If the bank wants an HPIR why cant i give one to a buyer ?

chances are if its within 50 miles ive been through it once or twice

no discount applies and its a COD service 

we did prepurchase home inspections for years so we already have NACHI


----------



## Wannabe (Oct 1, 2012)

THATS A GREAT IDEA!!!

Advertise on the radio and some cheap "penny saver" ads that you KNOW the "coverups" that the Service Companies and their Contractors do to fool the potential foreclosure buyer....

"Don't fall for the Buyer Beware and Buy As Is" Schedule your inspection asap by calling 68W30 TODAY before its to late!


----------



## BPWY (Apr 12, 2012)

Radio has not generated the first dollar in revenue for my business.

Maybe other markets would be different.


----------



## P3+ (Aug 16, 2012)

68: That is a GREAT idea! You may have just opened up a whole new market for those that are "in the know". After all, most here have seen our fair share of hacked up work on these houses. 

BP: I agree, radio does nothing for actually generating revenue. It DOES however help create a "brand" for your company. If the spot is clever enough, and you have a fancy little slogan/jingle...it does stick. Research proves it. Unfortunately, it takes time and $ before the reward of it is seen. 

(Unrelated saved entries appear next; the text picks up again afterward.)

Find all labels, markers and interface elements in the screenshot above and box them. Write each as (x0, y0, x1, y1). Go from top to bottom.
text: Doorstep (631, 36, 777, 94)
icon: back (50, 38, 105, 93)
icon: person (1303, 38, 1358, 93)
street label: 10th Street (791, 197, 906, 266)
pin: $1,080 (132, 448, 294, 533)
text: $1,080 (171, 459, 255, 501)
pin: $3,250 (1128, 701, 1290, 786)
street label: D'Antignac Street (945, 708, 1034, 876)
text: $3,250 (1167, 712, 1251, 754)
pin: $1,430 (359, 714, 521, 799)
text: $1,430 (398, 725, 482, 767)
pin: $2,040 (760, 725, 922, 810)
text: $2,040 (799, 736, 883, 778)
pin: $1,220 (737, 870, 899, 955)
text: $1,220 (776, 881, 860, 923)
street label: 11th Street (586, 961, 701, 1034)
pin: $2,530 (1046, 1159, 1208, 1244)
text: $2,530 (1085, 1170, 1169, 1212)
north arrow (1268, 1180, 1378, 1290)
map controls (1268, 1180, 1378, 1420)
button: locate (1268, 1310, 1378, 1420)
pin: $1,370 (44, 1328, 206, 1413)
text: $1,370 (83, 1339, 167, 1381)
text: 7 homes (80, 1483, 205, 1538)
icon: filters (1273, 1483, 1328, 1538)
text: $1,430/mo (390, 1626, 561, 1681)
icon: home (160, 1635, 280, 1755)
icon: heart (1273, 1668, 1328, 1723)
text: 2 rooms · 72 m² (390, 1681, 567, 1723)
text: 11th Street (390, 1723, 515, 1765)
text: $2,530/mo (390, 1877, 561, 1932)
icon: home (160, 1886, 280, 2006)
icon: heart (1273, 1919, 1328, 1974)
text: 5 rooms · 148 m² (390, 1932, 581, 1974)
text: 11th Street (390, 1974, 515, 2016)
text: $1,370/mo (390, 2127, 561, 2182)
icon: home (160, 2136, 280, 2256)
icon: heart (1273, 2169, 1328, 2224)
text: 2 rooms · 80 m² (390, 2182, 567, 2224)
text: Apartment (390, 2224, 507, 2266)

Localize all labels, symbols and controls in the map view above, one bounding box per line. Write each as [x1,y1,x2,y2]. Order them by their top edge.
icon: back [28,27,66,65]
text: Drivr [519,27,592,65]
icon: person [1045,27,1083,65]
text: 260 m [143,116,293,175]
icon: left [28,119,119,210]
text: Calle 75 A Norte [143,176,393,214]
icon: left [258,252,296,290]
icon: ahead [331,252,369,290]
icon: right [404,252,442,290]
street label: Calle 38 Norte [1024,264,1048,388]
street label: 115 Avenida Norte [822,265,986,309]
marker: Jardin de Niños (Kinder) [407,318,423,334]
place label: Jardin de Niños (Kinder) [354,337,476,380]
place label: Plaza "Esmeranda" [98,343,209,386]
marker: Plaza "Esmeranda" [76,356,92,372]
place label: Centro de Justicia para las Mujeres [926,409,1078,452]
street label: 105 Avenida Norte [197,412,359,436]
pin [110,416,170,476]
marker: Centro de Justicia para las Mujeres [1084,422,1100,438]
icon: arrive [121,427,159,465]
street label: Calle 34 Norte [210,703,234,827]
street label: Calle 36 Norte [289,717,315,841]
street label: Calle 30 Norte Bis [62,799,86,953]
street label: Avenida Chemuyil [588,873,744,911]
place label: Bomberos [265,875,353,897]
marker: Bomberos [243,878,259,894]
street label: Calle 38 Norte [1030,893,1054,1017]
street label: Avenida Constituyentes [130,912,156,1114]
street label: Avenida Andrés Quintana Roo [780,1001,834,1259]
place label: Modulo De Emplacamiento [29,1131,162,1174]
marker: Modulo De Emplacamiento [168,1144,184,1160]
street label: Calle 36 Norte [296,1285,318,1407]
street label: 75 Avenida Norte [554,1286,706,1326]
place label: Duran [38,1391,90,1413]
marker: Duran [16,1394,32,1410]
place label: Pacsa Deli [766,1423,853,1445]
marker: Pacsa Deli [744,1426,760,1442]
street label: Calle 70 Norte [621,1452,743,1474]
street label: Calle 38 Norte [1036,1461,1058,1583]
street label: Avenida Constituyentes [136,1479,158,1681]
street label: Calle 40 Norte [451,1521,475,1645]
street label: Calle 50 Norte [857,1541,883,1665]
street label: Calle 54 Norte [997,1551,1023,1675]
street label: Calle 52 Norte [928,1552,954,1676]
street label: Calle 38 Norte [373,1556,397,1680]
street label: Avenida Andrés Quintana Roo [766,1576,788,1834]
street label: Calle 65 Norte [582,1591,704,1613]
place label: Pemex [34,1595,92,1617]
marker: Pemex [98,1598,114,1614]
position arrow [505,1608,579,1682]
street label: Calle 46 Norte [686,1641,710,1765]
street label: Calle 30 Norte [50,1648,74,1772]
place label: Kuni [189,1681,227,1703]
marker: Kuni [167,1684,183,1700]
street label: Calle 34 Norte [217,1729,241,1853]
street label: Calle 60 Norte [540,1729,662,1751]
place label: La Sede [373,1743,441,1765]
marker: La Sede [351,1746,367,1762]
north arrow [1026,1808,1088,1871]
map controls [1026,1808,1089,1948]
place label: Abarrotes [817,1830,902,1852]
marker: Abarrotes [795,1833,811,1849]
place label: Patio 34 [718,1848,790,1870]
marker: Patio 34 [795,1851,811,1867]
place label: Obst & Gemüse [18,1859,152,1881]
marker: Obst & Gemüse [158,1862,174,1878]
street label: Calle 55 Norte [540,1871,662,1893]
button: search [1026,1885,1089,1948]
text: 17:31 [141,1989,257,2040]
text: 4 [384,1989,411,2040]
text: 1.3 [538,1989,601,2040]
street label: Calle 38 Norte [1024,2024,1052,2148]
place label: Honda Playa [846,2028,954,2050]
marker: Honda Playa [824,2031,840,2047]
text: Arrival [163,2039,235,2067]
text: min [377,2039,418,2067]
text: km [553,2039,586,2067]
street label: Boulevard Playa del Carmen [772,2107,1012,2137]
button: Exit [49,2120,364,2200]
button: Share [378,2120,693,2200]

To this day, still being solicited by the "service" companies out there. I have zero regrets walking away from preservation work, the only way I'd go back is purely in rehab/repair work. Nothing else, period. It simply isn't worth the headaches, when you could be out doing things that are far more rewarding. Like this.....


----------



## 68W30 (Sep 8, 2012)

we need you to return to site as there is no closeup of a tape measure showing stud spacing and or showing nail placement LMAO


----------



## 68W30 (Sep 8, 2012)

Oh Geez what would make me laugh is reporting my own work to the owner


----------



## P3+ (Aug 16, 2012)

That whole "tape measure" picture thing is what caused me to kick SG to the curb. Our main rep clearly stated he absolutely wanted NO photos showing a tape measure in the grass, he wanted to see our equipment in the grass (harder to manipulate). So we obliged on a dozen or so properties that we "got authorizations" on over the phone. Low and behold the auditing department "reduced" our agreed upon amount for services due to lack of "verifiable photo proof of length of grass" to the tune of about $1,200. Needless to say, I lost my temper and they lost a vendor. Good riddens to them, been a fantastic 3 years without them. 
Fastforward to 7 days ago, I get a random email asking if we'd be interested in signing back on with them. Oh he$$ yes, may I please go through that BS again. 



68W30 said:


> we need you to return to site as there is no closeup of a tape measure showing stud spacing and or showing nail placement LMAO


----------



## BPWY (Apr 12, 2012)

Nice remodel job P3.


----------



## Wannabe (Oct 1, 2012)

Radio ads been working GREAT for me  Thank goodness! 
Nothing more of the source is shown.